### WHAT IS EXPECTED
Your answer should consist only of the line with "I am building" and the lines after it, reproduced exactly through the end of the entries below.

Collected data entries
· · · · ·
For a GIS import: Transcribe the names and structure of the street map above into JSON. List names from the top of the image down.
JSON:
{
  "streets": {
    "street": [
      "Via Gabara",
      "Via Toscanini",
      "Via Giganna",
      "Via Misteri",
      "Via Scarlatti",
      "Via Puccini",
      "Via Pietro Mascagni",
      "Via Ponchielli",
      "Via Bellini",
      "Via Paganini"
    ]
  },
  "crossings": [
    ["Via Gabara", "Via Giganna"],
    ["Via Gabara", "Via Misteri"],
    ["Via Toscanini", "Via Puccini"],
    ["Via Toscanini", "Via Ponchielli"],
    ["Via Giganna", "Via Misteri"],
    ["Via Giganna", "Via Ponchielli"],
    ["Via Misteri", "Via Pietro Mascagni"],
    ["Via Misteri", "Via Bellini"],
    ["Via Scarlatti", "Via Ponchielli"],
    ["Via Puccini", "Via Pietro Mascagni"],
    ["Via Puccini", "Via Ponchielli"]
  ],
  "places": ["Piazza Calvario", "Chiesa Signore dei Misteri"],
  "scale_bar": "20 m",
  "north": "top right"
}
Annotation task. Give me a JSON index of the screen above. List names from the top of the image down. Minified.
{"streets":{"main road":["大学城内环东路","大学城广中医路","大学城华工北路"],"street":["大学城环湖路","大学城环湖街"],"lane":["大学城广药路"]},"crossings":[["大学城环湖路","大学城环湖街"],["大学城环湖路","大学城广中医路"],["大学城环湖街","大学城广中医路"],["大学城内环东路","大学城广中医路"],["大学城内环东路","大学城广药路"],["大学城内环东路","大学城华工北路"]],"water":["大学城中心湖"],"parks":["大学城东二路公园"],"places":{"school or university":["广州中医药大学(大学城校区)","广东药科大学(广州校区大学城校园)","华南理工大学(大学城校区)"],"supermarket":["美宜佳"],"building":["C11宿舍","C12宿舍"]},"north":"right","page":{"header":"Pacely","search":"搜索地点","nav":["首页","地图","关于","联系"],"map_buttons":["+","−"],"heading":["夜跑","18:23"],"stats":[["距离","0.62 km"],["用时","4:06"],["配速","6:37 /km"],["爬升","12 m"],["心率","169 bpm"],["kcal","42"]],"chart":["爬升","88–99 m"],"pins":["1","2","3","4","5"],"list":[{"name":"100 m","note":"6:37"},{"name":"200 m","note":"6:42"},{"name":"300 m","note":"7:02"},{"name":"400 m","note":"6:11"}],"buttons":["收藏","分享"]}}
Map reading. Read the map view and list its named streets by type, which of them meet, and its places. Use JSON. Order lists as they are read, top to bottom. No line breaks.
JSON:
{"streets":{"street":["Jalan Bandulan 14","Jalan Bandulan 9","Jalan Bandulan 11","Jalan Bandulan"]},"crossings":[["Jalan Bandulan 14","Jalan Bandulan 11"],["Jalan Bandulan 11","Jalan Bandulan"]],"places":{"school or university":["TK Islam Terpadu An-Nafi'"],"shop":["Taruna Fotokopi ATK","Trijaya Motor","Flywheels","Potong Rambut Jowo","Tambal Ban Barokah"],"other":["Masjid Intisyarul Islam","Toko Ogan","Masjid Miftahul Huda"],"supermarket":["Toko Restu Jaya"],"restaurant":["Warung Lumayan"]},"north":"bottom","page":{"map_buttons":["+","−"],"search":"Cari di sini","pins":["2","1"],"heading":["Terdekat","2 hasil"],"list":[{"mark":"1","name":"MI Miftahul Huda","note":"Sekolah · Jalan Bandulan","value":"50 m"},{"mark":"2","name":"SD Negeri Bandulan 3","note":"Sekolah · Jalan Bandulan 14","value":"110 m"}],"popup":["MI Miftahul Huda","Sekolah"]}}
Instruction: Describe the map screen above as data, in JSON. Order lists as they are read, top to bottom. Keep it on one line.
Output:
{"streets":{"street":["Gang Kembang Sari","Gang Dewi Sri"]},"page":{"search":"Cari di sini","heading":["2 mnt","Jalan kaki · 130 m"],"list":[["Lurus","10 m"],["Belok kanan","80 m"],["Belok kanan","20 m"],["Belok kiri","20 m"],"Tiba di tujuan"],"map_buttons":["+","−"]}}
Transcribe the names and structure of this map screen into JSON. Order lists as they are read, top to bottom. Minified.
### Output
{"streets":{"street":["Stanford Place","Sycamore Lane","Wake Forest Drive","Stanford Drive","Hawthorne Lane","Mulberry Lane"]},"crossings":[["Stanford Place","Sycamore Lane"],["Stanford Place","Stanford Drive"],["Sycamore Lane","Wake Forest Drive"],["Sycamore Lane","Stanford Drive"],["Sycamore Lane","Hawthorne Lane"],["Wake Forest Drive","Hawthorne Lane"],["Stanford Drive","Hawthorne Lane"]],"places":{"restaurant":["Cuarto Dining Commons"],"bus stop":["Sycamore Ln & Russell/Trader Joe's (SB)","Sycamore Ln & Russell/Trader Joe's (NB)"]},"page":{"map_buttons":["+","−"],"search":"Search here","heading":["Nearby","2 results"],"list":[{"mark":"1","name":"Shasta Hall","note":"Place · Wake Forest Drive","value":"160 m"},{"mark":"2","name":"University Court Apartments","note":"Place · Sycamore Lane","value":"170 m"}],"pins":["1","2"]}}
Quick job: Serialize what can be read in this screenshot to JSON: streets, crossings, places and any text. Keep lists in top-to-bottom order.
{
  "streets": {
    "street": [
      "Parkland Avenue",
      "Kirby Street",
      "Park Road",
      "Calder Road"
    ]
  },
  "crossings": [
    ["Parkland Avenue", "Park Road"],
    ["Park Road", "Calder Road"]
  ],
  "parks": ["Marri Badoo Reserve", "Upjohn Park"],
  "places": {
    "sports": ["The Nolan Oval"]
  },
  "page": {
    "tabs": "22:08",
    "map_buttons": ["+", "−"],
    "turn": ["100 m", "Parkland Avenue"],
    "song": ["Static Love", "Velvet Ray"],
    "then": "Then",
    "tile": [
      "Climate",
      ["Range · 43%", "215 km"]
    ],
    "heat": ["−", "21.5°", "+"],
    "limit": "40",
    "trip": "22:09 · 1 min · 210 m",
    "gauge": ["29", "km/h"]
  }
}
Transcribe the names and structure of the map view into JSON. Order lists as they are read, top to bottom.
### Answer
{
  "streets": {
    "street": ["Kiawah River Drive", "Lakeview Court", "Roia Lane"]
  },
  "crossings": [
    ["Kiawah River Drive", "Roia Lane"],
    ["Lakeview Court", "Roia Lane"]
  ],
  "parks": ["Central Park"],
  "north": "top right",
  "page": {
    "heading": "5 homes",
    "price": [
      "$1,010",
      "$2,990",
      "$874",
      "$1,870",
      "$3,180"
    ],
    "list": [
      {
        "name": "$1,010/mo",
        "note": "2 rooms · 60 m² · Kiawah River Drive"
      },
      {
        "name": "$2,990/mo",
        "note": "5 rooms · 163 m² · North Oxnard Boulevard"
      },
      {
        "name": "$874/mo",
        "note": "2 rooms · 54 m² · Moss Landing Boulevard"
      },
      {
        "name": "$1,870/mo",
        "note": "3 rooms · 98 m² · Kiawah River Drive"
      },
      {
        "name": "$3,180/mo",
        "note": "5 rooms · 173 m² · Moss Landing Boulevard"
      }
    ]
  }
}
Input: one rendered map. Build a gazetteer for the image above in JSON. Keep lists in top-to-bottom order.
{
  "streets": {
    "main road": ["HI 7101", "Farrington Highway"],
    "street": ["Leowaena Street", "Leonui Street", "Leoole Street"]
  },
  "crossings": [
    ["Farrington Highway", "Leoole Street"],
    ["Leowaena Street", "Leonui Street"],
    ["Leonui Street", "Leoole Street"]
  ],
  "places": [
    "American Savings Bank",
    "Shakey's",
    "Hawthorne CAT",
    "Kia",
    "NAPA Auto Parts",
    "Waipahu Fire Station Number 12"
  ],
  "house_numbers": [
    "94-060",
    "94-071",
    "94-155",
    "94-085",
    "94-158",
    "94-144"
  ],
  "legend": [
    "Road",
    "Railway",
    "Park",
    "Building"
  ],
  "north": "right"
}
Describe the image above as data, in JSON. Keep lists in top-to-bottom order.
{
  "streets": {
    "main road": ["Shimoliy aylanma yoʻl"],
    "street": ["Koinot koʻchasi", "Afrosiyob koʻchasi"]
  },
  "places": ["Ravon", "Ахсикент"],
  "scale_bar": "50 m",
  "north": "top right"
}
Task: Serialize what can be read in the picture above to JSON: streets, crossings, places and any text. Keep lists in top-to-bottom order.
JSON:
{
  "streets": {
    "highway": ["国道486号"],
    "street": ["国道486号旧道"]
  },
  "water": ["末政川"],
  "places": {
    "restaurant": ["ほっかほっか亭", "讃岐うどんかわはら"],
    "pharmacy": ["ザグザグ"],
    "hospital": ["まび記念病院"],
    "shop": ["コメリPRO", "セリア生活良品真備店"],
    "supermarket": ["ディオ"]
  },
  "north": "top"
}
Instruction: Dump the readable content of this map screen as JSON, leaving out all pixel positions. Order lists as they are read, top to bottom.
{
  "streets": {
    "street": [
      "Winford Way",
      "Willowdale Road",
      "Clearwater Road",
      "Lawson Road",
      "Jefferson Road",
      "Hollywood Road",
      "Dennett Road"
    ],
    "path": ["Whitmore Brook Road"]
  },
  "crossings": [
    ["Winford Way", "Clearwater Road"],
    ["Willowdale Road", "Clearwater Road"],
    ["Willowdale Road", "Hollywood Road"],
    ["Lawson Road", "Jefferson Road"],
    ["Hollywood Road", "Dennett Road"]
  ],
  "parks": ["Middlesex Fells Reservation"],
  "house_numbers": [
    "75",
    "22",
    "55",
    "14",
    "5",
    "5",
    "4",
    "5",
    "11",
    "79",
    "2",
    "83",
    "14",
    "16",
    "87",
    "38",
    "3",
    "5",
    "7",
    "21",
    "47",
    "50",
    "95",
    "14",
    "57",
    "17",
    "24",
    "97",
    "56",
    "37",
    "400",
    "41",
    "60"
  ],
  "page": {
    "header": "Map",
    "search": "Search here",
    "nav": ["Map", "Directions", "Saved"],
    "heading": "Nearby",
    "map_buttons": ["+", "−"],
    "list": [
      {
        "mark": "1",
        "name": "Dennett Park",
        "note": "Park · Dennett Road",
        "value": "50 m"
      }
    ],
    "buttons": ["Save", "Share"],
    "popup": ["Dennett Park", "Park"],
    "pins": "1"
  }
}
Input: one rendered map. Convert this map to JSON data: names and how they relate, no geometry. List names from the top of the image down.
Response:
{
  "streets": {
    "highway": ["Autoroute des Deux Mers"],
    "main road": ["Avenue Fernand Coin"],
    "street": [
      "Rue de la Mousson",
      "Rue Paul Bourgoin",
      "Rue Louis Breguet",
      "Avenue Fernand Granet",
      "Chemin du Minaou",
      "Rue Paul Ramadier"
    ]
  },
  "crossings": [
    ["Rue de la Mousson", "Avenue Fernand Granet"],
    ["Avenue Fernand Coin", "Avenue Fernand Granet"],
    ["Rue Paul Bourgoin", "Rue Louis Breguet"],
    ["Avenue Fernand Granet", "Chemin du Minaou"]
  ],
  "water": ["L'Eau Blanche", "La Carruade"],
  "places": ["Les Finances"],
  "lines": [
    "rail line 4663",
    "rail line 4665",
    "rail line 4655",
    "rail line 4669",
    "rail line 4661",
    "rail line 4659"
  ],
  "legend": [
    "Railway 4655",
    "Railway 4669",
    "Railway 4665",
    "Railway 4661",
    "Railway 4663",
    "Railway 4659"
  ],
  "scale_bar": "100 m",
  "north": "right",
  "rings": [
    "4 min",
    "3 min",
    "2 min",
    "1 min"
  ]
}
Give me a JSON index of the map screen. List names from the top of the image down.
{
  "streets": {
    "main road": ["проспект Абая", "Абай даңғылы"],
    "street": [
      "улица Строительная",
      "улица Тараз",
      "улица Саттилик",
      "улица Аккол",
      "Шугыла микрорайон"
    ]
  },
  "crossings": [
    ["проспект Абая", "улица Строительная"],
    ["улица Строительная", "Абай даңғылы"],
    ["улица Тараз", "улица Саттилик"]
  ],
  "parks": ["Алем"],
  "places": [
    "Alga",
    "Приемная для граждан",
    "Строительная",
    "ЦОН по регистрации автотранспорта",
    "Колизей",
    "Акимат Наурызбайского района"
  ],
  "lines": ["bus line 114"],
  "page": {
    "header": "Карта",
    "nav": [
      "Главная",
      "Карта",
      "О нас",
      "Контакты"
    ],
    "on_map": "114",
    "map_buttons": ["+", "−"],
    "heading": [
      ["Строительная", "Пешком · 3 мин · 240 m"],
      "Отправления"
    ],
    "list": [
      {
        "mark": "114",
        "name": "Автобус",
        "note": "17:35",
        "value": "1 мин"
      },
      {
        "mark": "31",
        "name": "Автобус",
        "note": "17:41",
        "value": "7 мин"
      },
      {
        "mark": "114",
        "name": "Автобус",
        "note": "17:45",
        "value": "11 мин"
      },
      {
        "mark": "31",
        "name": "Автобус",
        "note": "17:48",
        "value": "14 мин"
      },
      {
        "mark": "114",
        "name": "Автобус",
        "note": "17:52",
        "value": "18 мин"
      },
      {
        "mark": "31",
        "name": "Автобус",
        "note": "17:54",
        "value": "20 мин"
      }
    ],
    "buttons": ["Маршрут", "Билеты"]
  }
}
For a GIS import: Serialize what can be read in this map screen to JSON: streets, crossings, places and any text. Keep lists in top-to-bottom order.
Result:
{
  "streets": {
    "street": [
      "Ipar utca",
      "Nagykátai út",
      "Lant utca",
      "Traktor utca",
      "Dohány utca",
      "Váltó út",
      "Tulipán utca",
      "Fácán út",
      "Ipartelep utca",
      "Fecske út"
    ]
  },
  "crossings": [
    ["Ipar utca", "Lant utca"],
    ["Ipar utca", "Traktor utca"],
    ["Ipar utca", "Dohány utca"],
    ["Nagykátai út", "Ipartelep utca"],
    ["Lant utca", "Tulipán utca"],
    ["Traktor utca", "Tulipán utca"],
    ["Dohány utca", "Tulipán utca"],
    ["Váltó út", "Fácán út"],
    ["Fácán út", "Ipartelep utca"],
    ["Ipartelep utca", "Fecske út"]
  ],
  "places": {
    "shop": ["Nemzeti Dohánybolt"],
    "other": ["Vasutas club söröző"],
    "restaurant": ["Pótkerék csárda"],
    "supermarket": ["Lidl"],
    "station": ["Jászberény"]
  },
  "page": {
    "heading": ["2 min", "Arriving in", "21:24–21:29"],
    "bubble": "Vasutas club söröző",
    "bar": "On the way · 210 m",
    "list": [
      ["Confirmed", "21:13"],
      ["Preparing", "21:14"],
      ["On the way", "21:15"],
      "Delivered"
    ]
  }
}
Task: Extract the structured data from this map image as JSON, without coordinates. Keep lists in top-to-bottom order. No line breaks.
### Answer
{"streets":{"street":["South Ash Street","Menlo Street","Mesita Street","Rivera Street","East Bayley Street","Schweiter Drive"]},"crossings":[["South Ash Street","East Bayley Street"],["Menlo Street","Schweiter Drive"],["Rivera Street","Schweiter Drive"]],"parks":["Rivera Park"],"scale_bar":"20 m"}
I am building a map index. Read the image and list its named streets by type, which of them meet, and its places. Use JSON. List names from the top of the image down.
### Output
· · · · ·
### ANSWER AREA
I am building a map index. Read the image and list its named streets by type, which of them meet, and its places. Use JSON. List names from the top of the image down.
### Output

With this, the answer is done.